Solute-specific scaling of inorganic nitrogen and phosphorus uptake in streams
- 1Department of Zoology and Physiology, University of Wyoming, Laramie, Wyoming, 82071, USA
- 2Department of Biology and Ecology Center, Utah State University, Logan, Utah, 84322, USA
- 3Cary Institute of Ecosystem Studies, Box AB, Millbrook, New York, 12545, USA
- 4Department of Biological Sciences, University of Notre Dame, Notre Dame, Indiana, 46556, USA
- 5Stroud Water Research Center, 970 Spencer Road, Avondale, Pennsylvania, 19311, USA
Abstract. Stream ecosystem processes such as nutrient cycling may vary with stream position in the network. Using a scaling approach, we examined the relationship between stream size and nutrient uptake length, which represents the mean distance that a dissolved solute travels prior to removal from the water column. Ammonium (NH4+) uptake length increased proportionally with stream size measured as specific discharge (discharge/stream width) with a scaling exponent = 1.01. In contrast, uptake lengths for nitrate (NO3−) and soluble reactive phosphorus (SRP) increased more rapidly than increases in specific discharge (scaling exponents = 1.19 for NO3− and 1.35 for SRP).

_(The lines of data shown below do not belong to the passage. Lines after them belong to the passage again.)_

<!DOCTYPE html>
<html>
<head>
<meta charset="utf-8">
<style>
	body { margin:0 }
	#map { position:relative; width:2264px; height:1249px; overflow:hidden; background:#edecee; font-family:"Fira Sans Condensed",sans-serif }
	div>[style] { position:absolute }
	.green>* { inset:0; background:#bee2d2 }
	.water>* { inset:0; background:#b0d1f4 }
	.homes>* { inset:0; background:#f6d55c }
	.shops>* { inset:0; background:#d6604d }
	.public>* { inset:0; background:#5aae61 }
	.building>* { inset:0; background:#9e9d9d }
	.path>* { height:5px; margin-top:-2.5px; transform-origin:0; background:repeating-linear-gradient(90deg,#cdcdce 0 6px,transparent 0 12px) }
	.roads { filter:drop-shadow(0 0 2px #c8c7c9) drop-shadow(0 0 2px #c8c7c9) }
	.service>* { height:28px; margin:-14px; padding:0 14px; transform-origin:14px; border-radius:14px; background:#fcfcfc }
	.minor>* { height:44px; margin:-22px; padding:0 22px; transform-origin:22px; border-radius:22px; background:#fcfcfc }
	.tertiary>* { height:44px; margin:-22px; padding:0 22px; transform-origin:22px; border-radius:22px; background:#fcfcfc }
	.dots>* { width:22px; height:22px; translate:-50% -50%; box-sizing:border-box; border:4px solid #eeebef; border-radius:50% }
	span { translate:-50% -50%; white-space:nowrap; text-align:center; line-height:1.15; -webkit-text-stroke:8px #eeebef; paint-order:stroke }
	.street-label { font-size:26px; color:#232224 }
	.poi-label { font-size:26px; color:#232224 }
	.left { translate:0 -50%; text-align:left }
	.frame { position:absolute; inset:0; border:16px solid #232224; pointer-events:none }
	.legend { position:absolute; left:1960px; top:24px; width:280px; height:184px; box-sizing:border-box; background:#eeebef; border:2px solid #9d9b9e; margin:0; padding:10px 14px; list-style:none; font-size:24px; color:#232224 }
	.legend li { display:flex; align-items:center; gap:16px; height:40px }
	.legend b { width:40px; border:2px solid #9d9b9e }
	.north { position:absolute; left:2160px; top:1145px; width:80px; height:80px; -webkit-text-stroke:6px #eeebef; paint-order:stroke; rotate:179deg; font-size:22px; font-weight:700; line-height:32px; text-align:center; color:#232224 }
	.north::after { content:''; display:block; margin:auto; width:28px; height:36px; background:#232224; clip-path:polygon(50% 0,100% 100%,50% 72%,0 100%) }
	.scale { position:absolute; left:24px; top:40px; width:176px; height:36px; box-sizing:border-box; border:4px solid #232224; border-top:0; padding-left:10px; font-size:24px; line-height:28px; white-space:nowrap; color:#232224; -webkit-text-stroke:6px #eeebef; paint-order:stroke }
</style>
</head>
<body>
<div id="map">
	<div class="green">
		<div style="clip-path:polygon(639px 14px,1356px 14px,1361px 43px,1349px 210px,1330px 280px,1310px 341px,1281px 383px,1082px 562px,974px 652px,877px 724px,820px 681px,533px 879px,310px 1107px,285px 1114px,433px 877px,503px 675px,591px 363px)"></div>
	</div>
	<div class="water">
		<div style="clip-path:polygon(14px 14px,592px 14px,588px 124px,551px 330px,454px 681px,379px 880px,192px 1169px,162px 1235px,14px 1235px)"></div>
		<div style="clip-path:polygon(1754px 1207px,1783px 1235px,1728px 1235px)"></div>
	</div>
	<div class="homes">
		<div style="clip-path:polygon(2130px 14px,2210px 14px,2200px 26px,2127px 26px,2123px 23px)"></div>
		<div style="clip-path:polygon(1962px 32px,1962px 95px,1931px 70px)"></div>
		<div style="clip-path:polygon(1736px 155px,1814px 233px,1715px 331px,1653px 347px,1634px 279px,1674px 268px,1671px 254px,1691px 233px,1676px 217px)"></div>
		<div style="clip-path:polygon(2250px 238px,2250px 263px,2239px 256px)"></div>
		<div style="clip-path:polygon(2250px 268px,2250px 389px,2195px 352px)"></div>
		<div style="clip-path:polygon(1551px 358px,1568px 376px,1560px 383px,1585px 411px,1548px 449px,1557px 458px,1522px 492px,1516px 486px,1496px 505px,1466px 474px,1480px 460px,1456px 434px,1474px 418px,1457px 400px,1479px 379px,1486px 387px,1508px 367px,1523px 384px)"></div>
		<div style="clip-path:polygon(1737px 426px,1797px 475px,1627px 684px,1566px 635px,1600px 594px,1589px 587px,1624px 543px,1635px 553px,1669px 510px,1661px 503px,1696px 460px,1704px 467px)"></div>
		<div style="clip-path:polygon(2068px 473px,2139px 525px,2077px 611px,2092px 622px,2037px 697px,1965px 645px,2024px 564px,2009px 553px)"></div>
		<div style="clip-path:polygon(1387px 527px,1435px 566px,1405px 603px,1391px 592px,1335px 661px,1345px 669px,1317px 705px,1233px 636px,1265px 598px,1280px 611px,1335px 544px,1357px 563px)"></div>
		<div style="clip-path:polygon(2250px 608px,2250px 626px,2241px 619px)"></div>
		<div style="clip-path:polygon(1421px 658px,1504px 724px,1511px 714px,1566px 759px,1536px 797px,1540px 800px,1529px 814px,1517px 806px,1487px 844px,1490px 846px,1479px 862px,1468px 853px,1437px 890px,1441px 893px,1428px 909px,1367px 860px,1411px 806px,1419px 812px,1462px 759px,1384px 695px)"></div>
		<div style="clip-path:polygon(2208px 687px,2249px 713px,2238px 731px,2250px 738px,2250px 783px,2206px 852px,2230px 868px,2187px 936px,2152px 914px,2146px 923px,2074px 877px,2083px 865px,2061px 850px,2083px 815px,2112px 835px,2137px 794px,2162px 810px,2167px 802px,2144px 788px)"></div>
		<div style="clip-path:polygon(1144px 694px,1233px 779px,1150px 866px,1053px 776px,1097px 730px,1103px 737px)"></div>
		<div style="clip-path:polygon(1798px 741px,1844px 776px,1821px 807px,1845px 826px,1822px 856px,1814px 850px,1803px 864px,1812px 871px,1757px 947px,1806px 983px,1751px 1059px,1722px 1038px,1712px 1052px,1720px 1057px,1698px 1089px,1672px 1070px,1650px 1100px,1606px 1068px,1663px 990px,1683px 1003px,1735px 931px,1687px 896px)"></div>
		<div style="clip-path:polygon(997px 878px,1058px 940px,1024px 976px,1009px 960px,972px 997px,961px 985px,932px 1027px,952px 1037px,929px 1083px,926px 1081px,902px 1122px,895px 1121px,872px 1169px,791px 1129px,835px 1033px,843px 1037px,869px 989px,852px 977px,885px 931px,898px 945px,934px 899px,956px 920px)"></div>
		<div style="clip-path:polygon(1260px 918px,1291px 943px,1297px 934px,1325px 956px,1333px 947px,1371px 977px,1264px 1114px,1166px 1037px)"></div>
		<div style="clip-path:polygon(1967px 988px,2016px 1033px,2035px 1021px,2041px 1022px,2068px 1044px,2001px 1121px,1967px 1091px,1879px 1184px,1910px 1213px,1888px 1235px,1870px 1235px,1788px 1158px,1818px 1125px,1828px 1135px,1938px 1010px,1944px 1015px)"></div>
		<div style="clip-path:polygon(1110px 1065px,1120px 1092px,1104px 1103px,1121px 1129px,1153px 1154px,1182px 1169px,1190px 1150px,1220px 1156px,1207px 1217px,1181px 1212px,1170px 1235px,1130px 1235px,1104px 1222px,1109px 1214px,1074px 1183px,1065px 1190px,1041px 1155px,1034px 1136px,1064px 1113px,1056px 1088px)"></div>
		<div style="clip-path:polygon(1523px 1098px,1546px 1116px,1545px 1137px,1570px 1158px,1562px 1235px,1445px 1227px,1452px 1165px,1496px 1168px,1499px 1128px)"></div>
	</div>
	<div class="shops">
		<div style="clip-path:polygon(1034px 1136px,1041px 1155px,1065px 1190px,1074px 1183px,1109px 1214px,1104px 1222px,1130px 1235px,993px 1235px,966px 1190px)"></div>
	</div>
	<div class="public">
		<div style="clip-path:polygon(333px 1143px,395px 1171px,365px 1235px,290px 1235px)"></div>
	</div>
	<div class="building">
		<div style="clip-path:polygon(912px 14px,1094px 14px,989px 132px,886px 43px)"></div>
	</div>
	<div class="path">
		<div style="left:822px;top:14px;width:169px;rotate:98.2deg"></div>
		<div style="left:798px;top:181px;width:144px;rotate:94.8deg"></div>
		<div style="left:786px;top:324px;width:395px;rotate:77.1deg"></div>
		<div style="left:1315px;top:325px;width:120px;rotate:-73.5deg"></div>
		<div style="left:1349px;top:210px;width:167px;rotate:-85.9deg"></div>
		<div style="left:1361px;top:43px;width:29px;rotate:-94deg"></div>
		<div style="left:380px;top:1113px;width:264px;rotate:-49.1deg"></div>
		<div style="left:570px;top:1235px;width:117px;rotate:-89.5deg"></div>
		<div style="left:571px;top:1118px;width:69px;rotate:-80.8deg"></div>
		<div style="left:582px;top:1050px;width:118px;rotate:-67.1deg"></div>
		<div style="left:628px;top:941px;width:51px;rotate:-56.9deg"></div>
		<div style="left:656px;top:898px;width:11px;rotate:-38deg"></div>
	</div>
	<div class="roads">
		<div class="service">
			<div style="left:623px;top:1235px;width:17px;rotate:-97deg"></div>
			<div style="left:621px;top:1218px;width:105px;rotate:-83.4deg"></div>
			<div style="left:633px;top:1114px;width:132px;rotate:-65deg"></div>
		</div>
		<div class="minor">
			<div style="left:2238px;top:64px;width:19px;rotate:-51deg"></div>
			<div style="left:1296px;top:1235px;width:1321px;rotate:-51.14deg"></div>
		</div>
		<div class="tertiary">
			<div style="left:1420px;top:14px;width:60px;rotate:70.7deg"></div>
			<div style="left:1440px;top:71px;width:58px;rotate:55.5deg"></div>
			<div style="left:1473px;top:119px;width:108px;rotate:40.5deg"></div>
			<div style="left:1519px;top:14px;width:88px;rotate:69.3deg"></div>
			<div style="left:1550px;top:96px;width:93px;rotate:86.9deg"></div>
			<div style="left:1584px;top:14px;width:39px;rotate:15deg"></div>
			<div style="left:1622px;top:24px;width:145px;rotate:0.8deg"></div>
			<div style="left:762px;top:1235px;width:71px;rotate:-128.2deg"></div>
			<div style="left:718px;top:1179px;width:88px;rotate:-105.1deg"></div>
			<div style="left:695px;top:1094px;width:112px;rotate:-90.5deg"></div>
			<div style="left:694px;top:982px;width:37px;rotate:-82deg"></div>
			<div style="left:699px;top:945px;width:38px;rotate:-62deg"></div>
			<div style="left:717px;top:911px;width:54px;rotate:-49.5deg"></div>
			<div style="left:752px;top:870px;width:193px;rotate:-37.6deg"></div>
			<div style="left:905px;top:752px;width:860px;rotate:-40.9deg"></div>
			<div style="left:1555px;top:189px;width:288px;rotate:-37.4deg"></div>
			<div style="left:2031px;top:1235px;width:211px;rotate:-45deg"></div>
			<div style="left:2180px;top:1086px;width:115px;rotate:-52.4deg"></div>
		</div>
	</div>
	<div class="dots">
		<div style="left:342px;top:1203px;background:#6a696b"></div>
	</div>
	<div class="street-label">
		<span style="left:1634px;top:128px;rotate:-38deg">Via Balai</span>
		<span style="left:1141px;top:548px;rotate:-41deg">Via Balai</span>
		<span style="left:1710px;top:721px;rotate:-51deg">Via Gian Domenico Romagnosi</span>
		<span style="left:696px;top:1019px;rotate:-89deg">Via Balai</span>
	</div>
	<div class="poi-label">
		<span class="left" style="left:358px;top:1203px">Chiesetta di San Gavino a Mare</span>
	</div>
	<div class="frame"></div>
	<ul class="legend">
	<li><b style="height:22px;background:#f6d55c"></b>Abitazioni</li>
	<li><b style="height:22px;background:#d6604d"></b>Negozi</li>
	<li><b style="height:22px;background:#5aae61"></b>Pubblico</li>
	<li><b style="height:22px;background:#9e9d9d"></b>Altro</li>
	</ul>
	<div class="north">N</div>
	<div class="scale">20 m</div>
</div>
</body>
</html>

Additionally, the ratio of inorganic nitrogen (N) uptake length to SRP uptake length declined with stream size; there was relatively lower demand for SRP compared to N as stream size increased. Finally, we related the scaling of uptake length with specific discharge to that of stream length using Hack's law and downstream hydraulic geometry. Ammonium uptake length increased less than proportionally with distance from the headwaters, suggesting a strong role for larger streams and rivers in regulating nutrient transport.